The Japanese civil servant who was ostracized for not going down with the Titanic
Masabumi Hosono (15 October 1870 Hokura, Niigata, Japan - 14 March 1939 Tokyo, Japan)
Early life
Hosono was born in the village of Hokura in 1870 and graduated from the Tokyo Higher Commercial School (Now Hitotsubashi University) and joined the Mitsubishi Joint Stock Company. The following year he become a cargo clerk at the Shidome Freight Terminal in Tokyo.
In 1906, having completed a Russian language course he became a manager in the accounting division of the Imperial Railroad Office. By 1908 he was the railroad director. In 1910 Hosono was working for the Ministry of Transport and was sent to Russia to learn from the Russian state railway system. He returned via London before boarding Titanic at Southampton as a second class passenger. As a government official he could have afforded to travel first class but non whites were not welcome so he travelled on a £13 second class ticket.
The collision
Hosono was asleep at the moment of the collision and was woken by a stewardess knocking on his door to rouse him. At first he thought it was a drill but as he attempted to head up to the higher decks it was assumed he was a third class passenger and so instructed to return to lower decks and await instructions.
He was able to evade the obstructions and make his way to the boat deck, and as he took in the scene he realised there would never be enough lifeboats to ferry all souls off the doomed liner. He described the scene in an account written on Titanic heading paper:
'All the while flares signalling emergency were being shot into the air ceaselessly, and hideous blue flashes and noises were simply terrifying. Somehow I could in no way dispel the feeling of utter dread and desolation,'
He watched the number of lifeboats diminish and began to contemplate the inevitability of his death:
'I tried to prepare myself for the last moment with no agitation, making up my mind not to leave anything disgraceful as a Japanese. But still I found myself looking for and waiting for any possible chance for survival.'
A chance for escape presented itself when an officer shouted "room for two more" before launching a lifeboat and a man jumped in. Hosono reports:
'I myself was deep in desolate thought that I would no more be able to see my beloved wife and children, since there was no alternative for me than to share the same destiny as the Titanic. But the example of the first man making a jump led me to take this last chance.'
In the lifeboat
'Fortunately the men in charge were taken up with something else and did not pay much attention. Besides, it was dark, and so they would not have seen who was a man and who a woman.'
Hosono was a mere 200 feet (61 metres) from the sinking ship, he described the "extraordinary sounds" of the cries of those still onboard and reported four distinct explosions when the ship broke up.

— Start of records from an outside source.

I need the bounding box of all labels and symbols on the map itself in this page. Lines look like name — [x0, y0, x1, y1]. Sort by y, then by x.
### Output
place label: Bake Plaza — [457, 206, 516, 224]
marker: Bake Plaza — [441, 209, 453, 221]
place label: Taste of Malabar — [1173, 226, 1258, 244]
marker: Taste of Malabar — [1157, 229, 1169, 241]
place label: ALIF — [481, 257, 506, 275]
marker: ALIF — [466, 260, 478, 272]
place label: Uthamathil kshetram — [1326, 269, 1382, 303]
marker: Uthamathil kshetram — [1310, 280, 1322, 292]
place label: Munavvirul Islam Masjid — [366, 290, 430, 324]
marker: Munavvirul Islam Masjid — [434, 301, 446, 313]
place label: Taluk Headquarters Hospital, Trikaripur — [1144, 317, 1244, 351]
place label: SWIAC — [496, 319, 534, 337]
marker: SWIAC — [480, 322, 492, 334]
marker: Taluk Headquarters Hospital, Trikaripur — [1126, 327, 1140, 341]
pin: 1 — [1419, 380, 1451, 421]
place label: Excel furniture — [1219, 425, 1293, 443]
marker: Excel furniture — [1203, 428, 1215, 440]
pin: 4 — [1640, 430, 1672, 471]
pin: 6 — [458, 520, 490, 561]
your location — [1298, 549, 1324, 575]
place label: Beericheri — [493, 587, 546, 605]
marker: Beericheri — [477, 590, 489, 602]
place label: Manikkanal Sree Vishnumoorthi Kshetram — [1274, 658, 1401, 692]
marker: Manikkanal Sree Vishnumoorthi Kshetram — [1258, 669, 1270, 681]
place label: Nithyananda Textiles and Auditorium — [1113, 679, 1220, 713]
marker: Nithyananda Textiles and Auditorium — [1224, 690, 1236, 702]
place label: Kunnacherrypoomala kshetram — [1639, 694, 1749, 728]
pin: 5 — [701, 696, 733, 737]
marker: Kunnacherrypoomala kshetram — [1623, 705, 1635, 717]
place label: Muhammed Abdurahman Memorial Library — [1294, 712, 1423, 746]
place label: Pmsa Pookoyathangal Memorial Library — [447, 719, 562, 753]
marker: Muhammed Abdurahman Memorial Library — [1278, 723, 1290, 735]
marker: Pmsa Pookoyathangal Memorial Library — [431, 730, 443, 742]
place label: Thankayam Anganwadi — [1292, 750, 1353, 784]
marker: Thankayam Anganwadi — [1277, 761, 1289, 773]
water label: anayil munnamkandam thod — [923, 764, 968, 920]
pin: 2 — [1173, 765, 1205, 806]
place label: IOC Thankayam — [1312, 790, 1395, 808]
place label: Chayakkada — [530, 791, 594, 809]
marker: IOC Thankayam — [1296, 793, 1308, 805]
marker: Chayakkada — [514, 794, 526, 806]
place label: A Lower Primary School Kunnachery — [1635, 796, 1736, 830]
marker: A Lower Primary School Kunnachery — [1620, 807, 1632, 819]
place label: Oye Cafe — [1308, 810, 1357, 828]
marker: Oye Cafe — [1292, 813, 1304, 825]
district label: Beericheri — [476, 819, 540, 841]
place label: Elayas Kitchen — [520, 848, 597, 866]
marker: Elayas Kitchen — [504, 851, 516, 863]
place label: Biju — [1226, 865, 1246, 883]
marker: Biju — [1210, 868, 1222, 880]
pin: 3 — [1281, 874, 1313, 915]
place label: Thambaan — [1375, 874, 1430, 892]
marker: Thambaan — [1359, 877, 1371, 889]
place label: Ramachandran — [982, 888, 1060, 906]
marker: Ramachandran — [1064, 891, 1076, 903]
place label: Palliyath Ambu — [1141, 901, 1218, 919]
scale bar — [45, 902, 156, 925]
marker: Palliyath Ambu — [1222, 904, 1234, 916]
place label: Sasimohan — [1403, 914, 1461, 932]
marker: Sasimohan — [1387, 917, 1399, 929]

'After the ship sank there came back again frightful shrills and cries of those drowning in the water. Our lifeboat too was filled with sobbing, weeping children and women worried about the safety of their husbands and fathers. 'And I, too, was as much depressed and miserable as they were, not knowing what would become of myself in the long run.'
At around 8 am the following morning lifeboat 13 was rescued by the RMS Carpathia. It was while onboard the Carpathia that he used the Titanic headed paper in his pockets to write his account of the disaster, which he had originally used to start writing a letter to his wife. This testimony is the only known documented account to exist on Titanic stationary.
Fame to shame
Upon arrival in New York friends arranged his return to Japan where the newspapers called him "the lucky Japanese boy" and after providing a series of interviews he even achieved a degree of fame. All this was to change as another survivor, Archibald Gracie, in his book Titanic: A Survivor's Story, denounced him as a stowaway on lifeboat 10. Edward Buley, who was in charge of lifeboat 10 (having been instructed by First Officer William Murdoch to take command and find a seamen to accompany him) reported to the US Senate hearing that Hosono and the other man must have disguised themselves as women to sneak aboard although this was not reported in Japan.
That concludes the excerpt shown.